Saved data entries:
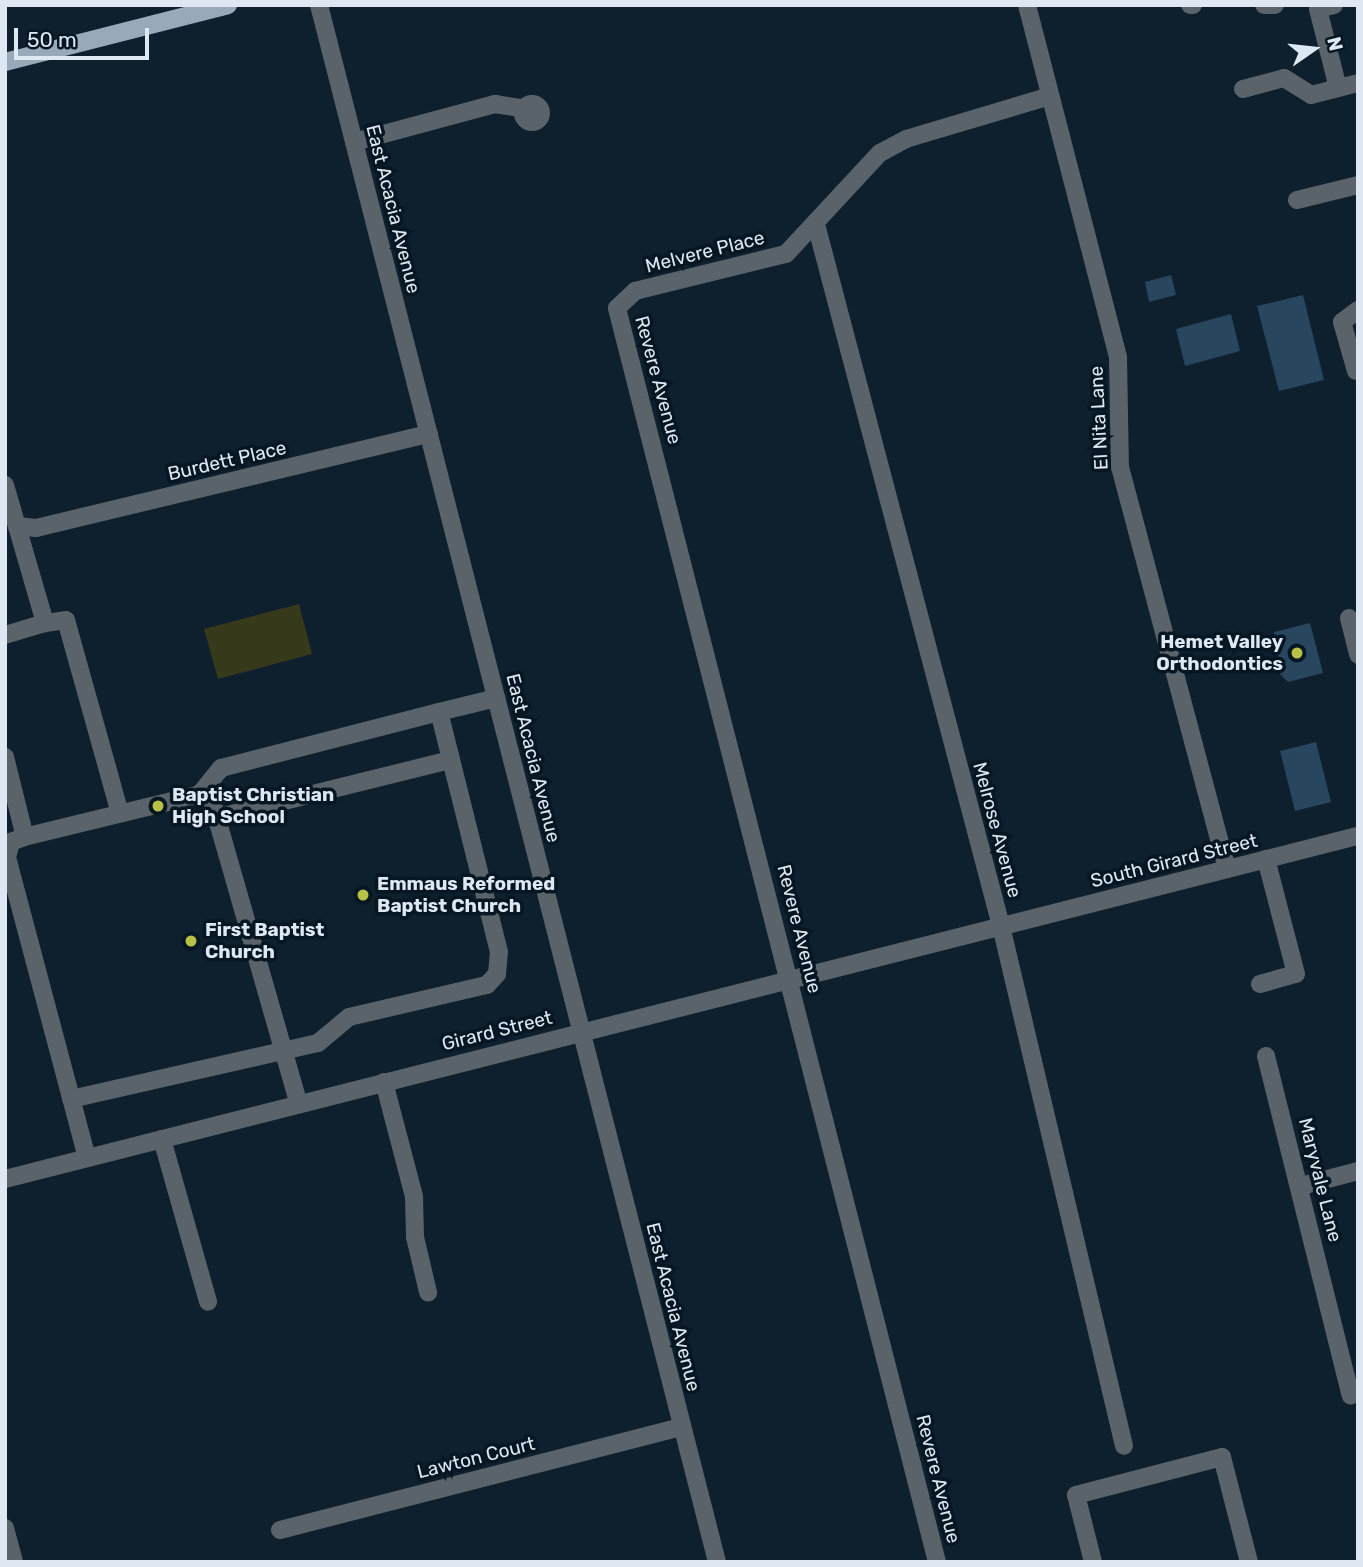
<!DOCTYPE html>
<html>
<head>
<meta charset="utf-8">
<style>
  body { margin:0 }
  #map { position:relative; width:1363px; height:1567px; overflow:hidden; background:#0e1f2d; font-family:Rubik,sans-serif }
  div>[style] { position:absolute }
  .green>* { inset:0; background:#37391b }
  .building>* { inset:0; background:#29465f }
  .minor>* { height:18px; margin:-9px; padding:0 9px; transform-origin:9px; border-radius:9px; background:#5a636a }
  .minor>.ring { margin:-9px; padding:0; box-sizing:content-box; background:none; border:18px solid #5a636a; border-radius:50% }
  .major>* { height:18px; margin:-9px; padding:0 9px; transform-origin:9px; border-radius:9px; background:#98a9b9 }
  .dots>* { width:19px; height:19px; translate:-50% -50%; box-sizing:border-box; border:4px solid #061623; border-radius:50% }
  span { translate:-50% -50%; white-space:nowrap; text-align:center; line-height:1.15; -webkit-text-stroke:7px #061623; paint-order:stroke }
  .street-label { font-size:19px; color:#dde8f2 }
  .poi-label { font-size:19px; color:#dde8f2; font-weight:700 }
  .right { translate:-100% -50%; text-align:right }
  .left { translate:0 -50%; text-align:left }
  .frame { position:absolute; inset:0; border:7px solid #dde8f2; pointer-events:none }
  .north { position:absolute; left:1279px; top:14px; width:70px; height:70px; -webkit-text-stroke:5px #061623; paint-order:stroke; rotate:76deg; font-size:19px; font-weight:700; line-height:28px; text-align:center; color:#dde8f2 }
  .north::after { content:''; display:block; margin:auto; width:24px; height:32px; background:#dde8f2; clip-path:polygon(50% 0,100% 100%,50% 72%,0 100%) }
  .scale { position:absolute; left:14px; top:28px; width:135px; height:32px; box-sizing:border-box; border:4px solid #dde8f2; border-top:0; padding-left:9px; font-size:21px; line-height:24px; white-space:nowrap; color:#dde8f2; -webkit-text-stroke:5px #061623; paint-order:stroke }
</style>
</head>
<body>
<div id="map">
  <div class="green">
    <div style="clip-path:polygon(299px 604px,312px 654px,218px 679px,204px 629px)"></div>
  </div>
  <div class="building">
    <div style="clip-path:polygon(1171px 275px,1176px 295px,1149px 302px,1145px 282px)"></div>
    <div style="clip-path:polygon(1303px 295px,1324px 380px,1279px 391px,1257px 306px)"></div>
    <div style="clip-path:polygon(1231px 314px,1240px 351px,1185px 366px,1176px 329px)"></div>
    <div style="clip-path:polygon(1310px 623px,1323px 673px,1288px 682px,1280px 674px,1274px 632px)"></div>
    <div style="clip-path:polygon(1316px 742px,1331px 802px,1295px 811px,1280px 751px)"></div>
  </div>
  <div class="minor">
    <div style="left:319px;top:5px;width:1607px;rotate:75.66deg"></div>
    <div style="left:1027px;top:5px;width:364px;rotate:75.5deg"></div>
    <div style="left:1118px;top:357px;width:110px;rotate:89deg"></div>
    <div style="left:1120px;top:467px;width:416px;rotate:75.1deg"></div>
    <div style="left:1190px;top:5px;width:3px"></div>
    <div style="left:1264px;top:5px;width:11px"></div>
    <div style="left:1334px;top:5px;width:16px;rotate:166deg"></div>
    <div style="left:1318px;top:9px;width:81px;rotate:75.8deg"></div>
    <div style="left:1243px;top:89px;width:42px;rotate:-15deg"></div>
    <div style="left:1284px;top:78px;width:32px;rotate:32deg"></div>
    <div style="left:1311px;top:95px;width:49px;rotate:-14.3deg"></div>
    <div class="ring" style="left:523px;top:104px;width:0;height:0"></div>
    <div style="left:354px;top:142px;width:146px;rotate:-15.1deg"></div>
    <div style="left:495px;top:104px;width:30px;rotate:9deg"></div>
    <div style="left:1297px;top:200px;width:63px;rotate:-13.8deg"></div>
    <div style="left:817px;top:228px;width:722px;rotate:75.23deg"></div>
    <div style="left:1001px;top:926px;width:534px;rotate:76.69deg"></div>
    <div style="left:1356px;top:371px;width:51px;rotate:-105.9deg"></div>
    <div style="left:1342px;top:322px;width:20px;rotate:-37deg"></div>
    <div style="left:5px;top:485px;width:144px;rotate:73.8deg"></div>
    <div style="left:45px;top:623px;width:21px;rotate:-8deg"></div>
    <div style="left:66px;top:620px;width:200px;rotate:74.4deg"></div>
    <div style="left:17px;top:526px;width:19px;rotate:6deg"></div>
    <div style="left:36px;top:528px;width:404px;rotate:-13.5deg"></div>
    <div style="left:1349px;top:618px;width:38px;rotate:76deg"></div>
    <div style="left:5px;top:635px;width:42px;rotate:-16.7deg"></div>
    <div style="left:439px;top:712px;width:59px;rotate:-13.8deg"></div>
    <div style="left:5px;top:757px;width:82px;rotate:76deg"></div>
    <div style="left:220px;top:817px;width:238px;rotate:-13.9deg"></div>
    <div style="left:1260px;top:984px;width:37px;rotate:-16deg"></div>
    <div style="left:1296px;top:974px;width:119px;rotate:-104.6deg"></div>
    <div style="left:1266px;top:1056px;width:350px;rotate:76deg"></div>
    <div style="left:384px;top:1082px;width:118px;rotate:75.3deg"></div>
    <div style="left:414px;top:1196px;width:41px;rotate:88.6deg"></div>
    <div style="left:415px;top:1237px;width:57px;rotate:76.7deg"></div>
    <div style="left:71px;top:1099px;width:253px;rotate:-12.8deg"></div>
    <div style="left:318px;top:1043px;width:40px;rotate:-40deg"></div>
    <div style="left:349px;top:1017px;width:142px;rotate:-13.1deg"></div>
    <div style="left:487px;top:985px;width:15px;rotate:-48deg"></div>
    <div style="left:497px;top:974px;width:22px;rotate:-85deg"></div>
    <div style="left:499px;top:952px;width:247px;rotate:-104deg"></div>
    <div style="left:439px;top:712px;width:225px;rotate:165.6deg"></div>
    <div style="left:221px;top:768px;width:33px;rotate:129deg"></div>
    <div style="left:162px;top:1139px;width:169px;rotate:74.2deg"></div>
    <div style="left:87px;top:1158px;width:311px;rotate:-104.9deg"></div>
    <div style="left:7px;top:857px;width:16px;rotate:-75deg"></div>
    <div style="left:11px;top:842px;width:14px;rotate:-21deg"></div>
    <div style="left:24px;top:837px;width:181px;rotate:-13.7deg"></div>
    <div style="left:200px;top:794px;width:12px;rotate:20deg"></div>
    <div style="left:211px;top:798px;width:318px;rotate:74deg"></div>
    <div style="left:5px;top:1179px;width:1396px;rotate:-14.23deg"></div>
    <div style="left:1301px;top:1186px;width:59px;rotate:-14.7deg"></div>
    <div style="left:5px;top:1528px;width:35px;rotate:75deg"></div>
    <div style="left:280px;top:1530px;width:415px;rotate:-14.4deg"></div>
    <div style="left:937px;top:1562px;width:1294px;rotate:-104.32deg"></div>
    <div style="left:617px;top:308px;width:25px;rotate:-43deg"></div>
    <div style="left:635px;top:291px;width:155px;rotate:-13.8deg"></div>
    <div style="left:786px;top:254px;width:138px;rotate:-47.1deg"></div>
    <div style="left:880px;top:153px;width:30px;rotate:-28deg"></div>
    <div style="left:906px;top:139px;width:150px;rotate:-16.6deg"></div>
    <div style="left:1093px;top:1562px;width:69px;rotate:-104.2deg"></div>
    <div style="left:1076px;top:1495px;width:151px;rotate:-14.6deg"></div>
    <div style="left:1222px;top:1457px;width:108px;rotate:75.6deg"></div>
  </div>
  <div class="major">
    <div style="left:5px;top:62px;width:230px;rotate:-14.3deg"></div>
  </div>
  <div class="dots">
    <div style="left:1297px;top:653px;background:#b9c046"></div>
    <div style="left:158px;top:806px;background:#b9c046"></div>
    <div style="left:363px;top:895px;background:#b9c046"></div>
    <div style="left:191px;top:941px;background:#b9c046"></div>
  </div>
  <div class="street-label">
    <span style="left:393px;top:209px;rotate:76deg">East Acacia Avenue</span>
    <span style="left:705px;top:252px;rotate:-14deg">Melvere Place</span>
    <span style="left:658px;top:380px;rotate:75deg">Revere Avenue</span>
    <span style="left:1099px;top:418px;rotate:-93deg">El Nita Lane</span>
    <span style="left:227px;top:461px;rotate:-13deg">Burdett Place</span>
    <span style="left:533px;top:758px;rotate:76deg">East Acacia Avenue</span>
    <span style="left:997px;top:830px;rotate:75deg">Melrose Avenue</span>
    <span style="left:1174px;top:861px;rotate:-14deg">South Girard Street</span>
    <span style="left:799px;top:929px;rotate:76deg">Revere Avenue</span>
    <span style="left:497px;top:1031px;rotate:-14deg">Girard Street</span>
    <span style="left:1320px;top:1180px;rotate:76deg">Maryvale Lane</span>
    <span style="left:673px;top:1307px;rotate:76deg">East Acacia Avenue</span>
    <span style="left:476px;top:1458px;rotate:-14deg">Lawton Court</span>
    <span style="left:938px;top:1479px;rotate:76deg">Revere Avenue</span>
  </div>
  <div class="poi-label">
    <span class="right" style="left:1283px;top:653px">Hemet Valley<br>Orthodontics</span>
    <span class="left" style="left:172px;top:806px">Baptist Christian<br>High School</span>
    <span class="left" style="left:377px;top:895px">Emmaus Reformed<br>Baptist Church</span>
    <span class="left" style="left:205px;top:941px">First Baptist<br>Church</span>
  </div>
  <div class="frame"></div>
  <div class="north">N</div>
  <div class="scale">50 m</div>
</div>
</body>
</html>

#### [WORK ORDER]
Once you find the line with "translate:-50% -50%; white-space:nowrap;" in the entries above, output it and each line after it up to and including the line with "font-size:19px; color:#dde8f2; font-weight:700", and nothing else.

#### [TASK OUTPUT]
  span { translate:-50% -50%; white-space:nowrap; text-align:center; line-height:1.15; -webkit-text-stroke:7px #061623; paint-order:stroke }
  .street-label { font-size:19px; color:#dde8f2 }
  .poi-label { font-size:19px; color:#dde8f2; font-weight:700 }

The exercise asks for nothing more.